When scanning the data, count every line with "turn" in it, and report only the resulting number.

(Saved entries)
════
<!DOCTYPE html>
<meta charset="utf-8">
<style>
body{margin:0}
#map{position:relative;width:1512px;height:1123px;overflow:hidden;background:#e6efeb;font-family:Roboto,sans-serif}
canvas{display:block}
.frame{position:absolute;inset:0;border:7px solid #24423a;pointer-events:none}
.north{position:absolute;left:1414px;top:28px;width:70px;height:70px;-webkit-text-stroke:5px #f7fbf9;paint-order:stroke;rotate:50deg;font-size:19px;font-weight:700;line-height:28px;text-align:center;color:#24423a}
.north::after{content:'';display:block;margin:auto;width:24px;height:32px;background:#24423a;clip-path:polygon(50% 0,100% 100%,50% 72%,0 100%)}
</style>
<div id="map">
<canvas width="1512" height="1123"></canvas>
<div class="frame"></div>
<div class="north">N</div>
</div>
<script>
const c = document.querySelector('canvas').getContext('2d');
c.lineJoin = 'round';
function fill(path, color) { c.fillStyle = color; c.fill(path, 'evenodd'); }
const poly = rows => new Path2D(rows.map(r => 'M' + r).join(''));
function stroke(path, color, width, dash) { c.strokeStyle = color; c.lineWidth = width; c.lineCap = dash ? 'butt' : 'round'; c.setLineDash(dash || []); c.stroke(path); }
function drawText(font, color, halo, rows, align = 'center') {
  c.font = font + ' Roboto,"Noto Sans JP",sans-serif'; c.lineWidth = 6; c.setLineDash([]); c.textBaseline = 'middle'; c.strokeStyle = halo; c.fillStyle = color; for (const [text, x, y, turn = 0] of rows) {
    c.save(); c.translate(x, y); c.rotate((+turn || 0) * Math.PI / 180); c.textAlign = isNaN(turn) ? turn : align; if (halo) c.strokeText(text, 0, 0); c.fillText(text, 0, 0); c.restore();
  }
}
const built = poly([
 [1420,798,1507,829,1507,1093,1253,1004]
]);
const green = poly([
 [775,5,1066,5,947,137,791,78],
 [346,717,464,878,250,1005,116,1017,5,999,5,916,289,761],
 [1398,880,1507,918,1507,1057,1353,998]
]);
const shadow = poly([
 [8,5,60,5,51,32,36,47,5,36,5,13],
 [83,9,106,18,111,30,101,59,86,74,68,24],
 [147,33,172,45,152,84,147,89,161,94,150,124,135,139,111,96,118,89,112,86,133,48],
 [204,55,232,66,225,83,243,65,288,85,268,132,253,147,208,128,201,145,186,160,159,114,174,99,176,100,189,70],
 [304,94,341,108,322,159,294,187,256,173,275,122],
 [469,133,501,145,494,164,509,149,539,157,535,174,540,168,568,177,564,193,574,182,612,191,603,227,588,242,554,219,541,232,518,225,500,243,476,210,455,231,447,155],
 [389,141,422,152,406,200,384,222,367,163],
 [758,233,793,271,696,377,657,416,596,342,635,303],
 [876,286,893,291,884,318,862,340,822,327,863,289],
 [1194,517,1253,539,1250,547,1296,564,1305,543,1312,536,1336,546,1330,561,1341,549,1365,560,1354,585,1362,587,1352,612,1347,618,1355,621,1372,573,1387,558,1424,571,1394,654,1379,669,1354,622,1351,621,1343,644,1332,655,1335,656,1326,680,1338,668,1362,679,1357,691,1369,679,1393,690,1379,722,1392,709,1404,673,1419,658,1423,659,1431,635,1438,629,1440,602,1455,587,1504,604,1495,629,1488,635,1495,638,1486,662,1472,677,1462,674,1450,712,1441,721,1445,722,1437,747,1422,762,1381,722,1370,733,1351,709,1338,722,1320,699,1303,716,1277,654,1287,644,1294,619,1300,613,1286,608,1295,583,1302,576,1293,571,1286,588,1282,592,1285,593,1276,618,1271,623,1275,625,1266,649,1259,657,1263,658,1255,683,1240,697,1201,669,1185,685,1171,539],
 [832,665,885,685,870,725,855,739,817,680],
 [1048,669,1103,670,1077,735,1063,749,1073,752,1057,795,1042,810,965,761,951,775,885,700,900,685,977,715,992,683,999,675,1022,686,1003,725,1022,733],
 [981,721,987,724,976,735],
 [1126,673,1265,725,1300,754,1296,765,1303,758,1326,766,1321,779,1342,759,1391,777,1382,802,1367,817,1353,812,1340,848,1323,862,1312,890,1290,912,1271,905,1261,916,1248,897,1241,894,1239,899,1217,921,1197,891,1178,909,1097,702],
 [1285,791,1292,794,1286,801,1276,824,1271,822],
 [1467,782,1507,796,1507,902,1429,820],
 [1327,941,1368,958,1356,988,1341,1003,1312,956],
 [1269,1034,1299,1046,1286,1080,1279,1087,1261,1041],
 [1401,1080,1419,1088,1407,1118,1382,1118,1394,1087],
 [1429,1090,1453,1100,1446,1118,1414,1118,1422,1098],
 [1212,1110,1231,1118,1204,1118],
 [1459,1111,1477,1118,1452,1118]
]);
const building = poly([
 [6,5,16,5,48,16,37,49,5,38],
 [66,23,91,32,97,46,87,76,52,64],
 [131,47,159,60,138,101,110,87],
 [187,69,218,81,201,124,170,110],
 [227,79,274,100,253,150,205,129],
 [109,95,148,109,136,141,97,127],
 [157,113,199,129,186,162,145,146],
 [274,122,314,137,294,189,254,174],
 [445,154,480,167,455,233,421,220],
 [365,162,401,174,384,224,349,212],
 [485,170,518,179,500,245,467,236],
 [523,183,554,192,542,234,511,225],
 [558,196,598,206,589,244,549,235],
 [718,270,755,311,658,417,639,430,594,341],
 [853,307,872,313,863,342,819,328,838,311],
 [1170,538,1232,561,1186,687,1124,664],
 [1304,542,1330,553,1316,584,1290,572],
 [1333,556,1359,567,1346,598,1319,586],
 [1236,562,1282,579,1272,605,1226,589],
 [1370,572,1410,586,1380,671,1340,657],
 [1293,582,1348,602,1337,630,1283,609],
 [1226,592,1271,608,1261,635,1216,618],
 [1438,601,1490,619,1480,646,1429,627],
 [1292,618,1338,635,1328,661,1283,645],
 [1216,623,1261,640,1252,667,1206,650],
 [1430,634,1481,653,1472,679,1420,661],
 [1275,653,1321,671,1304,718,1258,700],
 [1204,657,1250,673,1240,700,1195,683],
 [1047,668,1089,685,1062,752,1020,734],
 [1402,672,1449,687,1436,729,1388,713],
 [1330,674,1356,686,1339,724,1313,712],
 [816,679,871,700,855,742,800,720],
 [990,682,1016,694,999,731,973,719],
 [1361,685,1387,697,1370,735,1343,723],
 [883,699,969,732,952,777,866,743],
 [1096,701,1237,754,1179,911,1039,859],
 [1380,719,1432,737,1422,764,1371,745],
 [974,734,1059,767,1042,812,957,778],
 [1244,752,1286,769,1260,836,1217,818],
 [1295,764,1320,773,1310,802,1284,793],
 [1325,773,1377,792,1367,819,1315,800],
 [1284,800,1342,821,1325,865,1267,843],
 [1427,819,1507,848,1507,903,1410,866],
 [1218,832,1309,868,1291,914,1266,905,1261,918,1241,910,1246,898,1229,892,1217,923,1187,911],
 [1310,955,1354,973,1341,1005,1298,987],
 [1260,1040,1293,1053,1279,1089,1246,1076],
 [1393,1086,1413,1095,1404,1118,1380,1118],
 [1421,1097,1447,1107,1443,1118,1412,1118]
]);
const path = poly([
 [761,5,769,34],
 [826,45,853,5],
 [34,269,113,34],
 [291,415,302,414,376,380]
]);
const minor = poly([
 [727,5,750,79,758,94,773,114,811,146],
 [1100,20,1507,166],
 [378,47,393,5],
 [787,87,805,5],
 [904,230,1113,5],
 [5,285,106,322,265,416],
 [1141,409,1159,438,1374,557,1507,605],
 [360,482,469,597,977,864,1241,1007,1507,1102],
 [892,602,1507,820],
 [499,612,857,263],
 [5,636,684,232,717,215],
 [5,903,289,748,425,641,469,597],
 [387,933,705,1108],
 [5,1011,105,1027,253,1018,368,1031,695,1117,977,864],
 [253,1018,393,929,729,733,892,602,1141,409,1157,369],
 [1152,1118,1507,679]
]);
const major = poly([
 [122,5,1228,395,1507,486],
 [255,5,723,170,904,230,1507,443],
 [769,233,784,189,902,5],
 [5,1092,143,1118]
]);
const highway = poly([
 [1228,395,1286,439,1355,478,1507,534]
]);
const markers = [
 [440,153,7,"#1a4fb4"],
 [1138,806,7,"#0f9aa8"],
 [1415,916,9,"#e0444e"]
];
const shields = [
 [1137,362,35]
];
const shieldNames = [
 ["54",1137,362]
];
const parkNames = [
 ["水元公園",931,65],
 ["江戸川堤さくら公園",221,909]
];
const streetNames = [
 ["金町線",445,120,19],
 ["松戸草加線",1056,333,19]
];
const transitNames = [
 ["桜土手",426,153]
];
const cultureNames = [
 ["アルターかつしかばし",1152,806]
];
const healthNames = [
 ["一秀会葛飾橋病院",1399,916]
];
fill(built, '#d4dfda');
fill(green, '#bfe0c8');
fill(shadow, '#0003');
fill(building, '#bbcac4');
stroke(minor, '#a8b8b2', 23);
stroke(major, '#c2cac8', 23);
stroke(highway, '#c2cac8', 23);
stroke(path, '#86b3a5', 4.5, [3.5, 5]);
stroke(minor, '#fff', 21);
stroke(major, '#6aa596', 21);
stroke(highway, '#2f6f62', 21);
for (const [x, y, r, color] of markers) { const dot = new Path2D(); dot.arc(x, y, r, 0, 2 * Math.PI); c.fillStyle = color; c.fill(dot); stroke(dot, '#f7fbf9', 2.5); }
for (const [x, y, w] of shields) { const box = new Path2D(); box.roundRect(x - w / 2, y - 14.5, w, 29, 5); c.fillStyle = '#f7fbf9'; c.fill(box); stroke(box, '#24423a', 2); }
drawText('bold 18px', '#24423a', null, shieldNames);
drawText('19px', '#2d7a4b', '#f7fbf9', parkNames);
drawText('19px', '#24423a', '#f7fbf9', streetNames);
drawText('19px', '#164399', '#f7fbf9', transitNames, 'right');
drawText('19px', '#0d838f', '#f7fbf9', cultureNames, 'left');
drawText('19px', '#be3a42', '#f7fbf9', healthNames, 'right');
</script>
════
EXPECTED ANSWER
2